In order to achieve this ideal, and assuming you'd be keeping backward compatibility (!), you'd have to explain how to support both of these strings:
"Hello\n" r"Hello\n"
A possible solution is:
- In parse time, any string literal is a /raw string/, regardless of
what prefix it has or if it even has a prefix.
- The /raw string/ is then passed to user-land in this raw state,
and then, if no prefix is applied, it is parsed as a standard
string, otherwise the requested prefix is applied.
- In case of a user-land raw string (e.g. r"yo"), the prefix
function can be the identity function (e.g. f(x) = x).
This is possibly not the most ideal solution, but it is a solution.
Greetings,
Göktuğ.
Ned Batchelder
On 5/27/2013 11:51 AM, Haoyi Li wrote:
If-if-if all that works out, you would be able to completely remove the ("b" | "B" | "br" | "Br" | "bR" | "BR" | "rb" | "rB" | "Rb" | "RB" | "r" | "u" | "R" | "U") from the grammar specification! Not add more to it, remove it! Shifting the specification of all the different string prefixes into a user-land library. I'd say that's a pretty creative way of getting rid of that nasty blob of grammar =D.
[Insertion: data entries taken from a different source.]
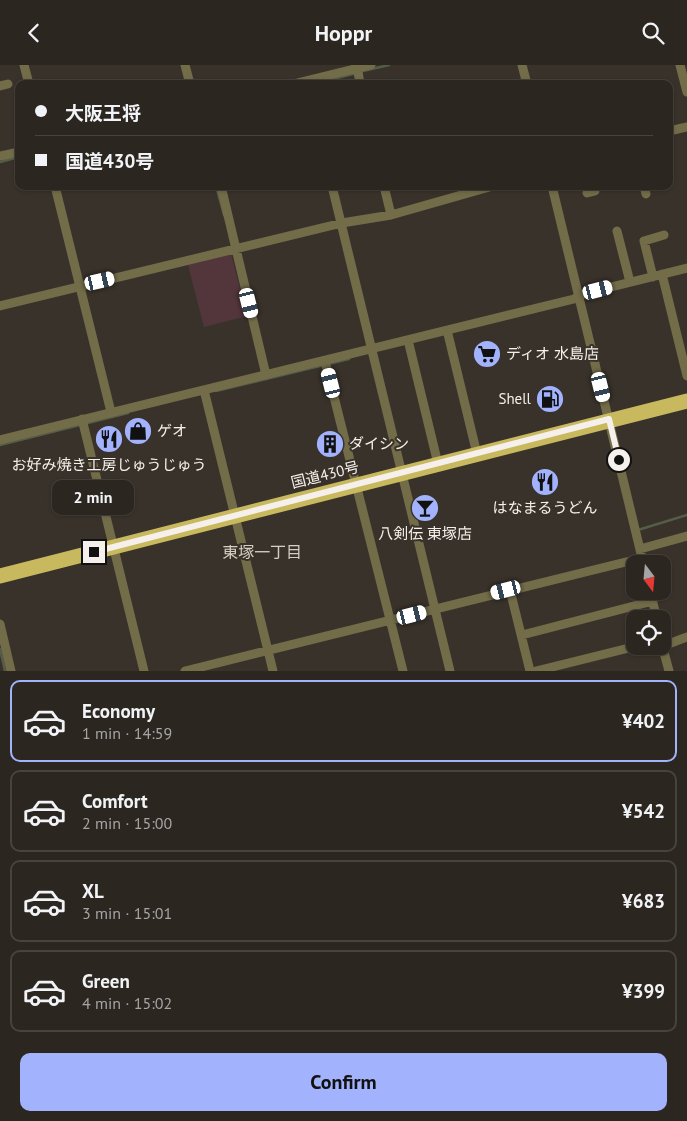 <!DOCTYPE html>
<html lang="en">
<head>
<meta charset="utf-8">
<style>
	:root { --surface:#2b2620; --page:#37322d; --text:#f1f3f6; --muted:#a6a5a5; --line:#47433e; --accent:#a2b2fd }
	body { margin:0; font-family:"PT Sans","Noto Sans JP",sans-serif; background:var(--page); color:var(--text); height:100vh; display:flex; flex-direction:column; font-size:19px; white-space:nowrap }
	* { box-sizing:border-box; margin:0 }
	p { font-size:16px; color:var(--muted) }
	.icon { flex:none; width:28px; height:28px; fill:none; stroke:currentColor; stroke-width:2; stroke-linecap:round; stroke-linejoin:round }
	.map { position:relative; height:606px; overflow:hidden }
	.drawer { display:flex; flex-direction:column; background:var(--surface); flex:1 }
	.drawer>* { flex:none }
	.hud { position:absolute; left:15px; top:15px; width:658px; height:110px; border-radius:10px; box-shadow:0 1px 4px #0004,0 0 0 1px var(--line); display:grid; align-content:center; height:110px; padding:0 20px; background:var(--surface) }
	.needle { width:32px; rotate:164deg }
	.controls { position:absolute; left:626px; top:490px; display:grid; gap:10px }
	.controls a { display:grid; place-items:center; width:45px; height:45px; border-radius:10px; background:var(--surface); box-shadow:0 1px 4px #0004,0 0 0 1px var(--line); font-size:25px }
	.end { position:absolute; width:22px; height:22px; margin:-11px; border:6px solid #f5f0eb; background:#111; box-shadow:0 0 0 2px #111 }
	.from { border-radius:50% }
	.bubble { position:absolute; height:35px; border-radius:10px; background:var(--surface); box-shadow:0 1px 4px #0004,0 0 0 1px var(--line); font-size:16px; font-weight:800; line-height:35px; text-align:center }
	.car { position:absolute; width:15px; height:30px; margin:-15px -8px; border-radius:6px; box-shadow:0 0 4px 1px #0007; background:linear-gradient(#fff 24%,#345 0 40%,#fff 0 76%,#345 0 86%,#fff 0) }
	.hud b { display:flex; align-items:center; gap:18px; height:48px; font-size:19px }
	.hud b+b { border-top:1px solid var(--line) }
	.hud i { width:12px; height:12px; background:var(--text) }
	ul { padding:9px 0 0; list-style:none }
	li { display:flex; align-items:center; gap:15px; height:82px; margin:0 10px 8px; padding:0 10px; border:2px solid var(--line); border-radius:10px }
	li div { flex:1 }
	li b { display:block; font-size:19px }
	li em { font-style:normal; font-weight:800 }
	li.on { border-color:var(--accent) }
	li>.icon { width:45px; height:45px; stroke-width:1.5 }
	.primary-button { display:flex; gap:10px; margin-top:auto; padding:10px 20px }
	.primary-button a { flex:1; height:58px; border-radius:10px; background:var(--accent); color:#111; font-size:20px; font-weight:800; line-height:58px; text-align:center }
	header { display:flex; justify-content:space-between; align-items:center; height:65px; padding:0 20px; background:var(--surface); font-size:22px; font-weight:800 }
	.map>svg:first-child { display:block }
</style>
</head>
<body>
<header><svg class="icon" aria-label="back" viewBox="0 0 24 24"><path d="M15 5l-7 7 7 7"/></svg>Hoppr<svg class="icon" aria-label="search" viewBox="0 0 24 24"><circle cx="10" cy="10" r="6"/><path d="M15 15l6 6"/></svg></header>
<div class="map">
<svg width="687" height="606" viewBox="0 0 687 606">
	<rect width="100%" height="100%" fill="#39322a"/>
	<path fill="#52363b" d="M231,189l16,62 -43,11 -16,-62z"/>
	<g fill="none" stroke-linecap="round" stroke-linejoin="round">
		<path stroke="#555d48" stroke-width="2.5" d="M363,6l26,-6
			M313,19l40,-10
			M0,97l19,-5
			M216,121l8,29
			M216,326l133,-32
			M0,380l128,-32
			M638,465l49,-15
			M0,584l5,22"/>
		<path stroke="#726c49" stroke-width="9" d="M24,0l5,19
			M185,0l5,19
			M357,0l3,19
			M522,0l5,19
			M680,0l7,27
			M293,19l78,-19
			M0,21l8,-2
			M669,66l18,-4
			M0,91l19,-4
			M55,121l56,226
			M221,121l45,189
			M332,121l118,485
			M384,121l7,29
			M552,121l91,376
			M644,121l2,8
			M587,128l8,-2 -2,-5
			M617,166l13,51
			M662,209l25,102
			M653,212l-9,-36 20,-6
			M0,241l342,-83 49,-8 102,-29
			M447,265l30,124
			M408,275l30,124
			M325,296l78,310
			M204,325l69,281
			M82,354l62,252
			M0,375l574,-141 9,-5 104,-26
			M640,484l47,-13
			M510,525l20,81
			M650,526l7,28
			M0,559l11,47
			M522,570l131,-34
			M662,580l7,26
			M663,581l24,-9
			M185,606l457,-113
			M536,606l101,-25"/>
		<path stroke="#c8b95e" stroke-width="15" d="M0,511l687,-175"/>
	</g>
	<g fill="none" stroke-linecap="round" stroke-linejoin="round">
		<path stroke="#f5f0eb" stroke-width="6" d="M94,487l515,-133 10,41"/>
	</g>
	<defs>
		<symbol id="supermarket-disc" viewBox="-11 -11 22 22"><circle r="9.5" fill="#a2b2fd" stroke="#39322a"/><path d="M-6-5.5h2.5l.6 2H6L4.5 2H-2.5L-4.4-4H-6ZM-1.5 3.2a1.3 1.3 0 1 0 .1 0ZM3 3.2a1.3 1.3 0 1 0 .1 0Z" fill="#111"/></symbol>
		<symbol id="fuel-disc" viewBox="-11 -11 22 22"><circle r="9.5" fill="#a2b2fd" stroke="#39322a"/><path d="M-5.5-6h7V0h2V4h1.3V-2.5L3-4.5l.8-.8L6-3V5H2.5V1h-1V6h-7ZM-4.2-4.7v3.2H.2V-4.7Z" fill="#111"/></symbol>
		<symbol id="shop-disc" viewBox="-11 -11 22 22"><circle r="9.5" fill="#a2b2fd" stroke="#39322a"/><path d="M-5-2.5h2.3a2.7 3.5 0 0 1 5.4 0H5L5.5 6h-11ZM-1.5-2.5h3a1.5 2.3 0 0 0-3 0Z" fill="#111"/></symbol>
		<symbol id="restaurant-disc" viewBox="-11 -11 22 22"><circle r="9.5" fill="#a2b2fd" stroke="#39322a"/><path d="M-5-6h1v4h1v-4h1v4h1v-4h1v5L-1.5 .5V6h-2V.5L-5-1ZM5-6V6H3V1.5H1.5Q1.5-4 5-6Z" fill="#111"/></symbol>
		<symbol id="building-disc" viewBox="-11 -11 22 22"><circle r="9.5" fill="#a2b2fd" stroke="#39322a"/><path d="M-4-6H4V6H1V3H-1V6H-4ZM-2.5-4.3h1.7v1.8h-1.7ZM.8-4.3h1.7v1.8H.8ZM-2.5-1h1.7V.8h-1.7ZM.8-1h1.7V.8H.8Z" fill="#111"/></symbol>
		<symbol id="bar-disc" viewBox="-11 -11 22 22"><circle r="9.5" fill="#a2b2fd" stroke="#39322a"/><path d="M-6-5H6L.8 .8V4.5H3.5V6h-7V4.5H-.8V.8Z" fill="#111"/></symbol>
	</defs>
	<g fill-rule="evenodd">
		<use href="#supermarket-disc" x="471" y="273" width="32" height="32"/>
		<use href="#fuel-disc" x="534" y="318" width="32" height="32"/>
		<use href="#shop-disc" x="122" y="350" width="32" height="32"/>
		<use href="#restaurant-disc" x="93" y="358" width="32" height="32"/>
		<use href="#building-disc" x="314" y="363" width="32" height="32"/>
		<use href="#restaurant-disc" x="529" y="401" width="32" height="32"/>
		<use href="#bar-disc" x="409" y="427" width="32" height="32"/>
	</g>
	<g text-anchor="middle" stroke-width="4" stroke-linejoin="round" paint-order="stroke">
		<g font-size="15" fill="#f5f0eb" stroke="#39322a" text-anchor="start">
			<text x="506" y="294">ディオ 水島店</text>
			<text x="531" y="339" text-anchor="end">Shell</text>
			<text x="157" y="371">ゲオ</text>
			<text x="349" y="384">ダイシン</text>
			<text x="109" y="405" text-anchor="middle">お好み焼き工房じゅうじゅう</text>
			<text x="545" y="448" text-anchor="middle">はなまるうどん</text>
			<text x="425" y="474" text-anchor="middle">八剣伝 東塚店</text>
		</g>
		<g font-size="15" fill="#f5f0eb" stroke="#39322a">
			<text transform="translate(325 410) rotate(-14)" y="5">国道430号</text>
		</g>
		<g font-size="16" fill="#d6cdc4" stroke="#39322a">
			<text x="262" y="493">東塚一丁目</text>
		</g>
	</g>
</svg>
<div class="controls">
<a><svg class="needle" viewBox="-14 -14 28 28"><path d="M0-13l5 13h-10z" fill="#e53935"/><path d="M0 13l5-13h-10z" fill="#a6a5a5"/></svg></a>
<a><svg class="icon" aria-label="locate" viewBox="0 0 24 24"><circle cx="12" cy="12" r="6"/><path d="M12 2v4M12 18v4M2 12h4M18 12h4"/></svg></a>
</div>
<i class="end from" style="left:619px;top:395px"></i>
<i class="end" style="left:94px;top:487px"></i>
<div class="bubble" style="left:52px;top:415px;width:82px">2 min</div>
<i class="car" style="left:100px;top:216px;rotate:77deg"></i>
<i class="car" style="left:598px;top:225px;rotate:76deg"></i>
<i class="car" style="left:249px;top:238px;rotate:166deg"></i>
<i class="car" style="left:331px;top:318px;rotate:346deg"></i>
<i class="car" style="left:601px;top:322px;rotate:166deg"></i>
<i class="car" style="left:506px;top:525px;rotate:256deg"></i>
<i class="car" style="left:412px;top:550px;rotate:76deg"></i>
<div class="hud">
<b><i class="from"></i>大阪王将</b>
<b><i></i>国道430号</b>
</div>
</div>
<section class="drawer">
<ul>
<li class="on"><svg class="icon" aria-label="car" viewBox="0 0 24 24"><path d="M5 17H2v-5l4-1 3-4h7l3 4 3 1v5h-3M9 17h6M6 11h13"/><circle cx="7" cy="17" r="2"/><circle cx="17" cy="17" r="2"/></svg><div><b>Economy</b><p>1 min · 14:59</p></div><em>¥402</em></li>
<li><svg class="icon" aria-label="car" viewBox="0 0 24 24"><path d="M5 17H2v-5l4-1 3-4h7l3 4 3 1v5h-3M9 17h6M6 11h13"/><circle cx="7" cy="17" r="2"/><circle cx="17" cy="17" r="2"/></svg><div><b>Comfort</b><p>2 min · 15:00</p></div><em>¥542</em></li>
<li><svg class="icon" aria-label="car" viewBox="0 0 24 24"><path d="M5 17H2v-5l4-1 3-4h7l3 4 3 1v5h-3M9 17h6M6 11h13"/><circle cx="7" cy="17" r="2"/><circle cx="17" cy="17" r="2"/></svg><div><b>XL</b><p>3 min · 15:01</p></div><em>¥683</em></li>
<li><svg class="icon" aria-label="car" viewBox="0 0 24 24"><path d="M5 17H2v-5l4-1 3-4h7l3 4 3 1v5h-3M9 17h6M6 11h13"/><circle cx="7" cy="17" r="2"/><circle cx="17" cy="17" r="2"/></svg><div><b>Green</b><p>4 min · 15:02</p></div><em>¥399</em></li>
</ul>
<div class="primary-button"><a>Confirm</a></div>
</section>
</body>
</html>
In order to achieve this ideal, and assuming you'd be keeping backward compatibility (!), you'd have to explain how to support both of these strings:
"Hello\n" r"Hello\n"
Implicit in your idea is that the plain literal creates a string of some kind, and but the r-prefixed string would apply some user-land function to the string. But there is no function you can apply to string literals to make them be raw. The r prefix suppresses interpretation that happens in un-prefixed strings. By the time a user-land function got hold of the string, the interpretation has already been done, information has already been lost.
--Ned.
--
Göktuğ Kayaalp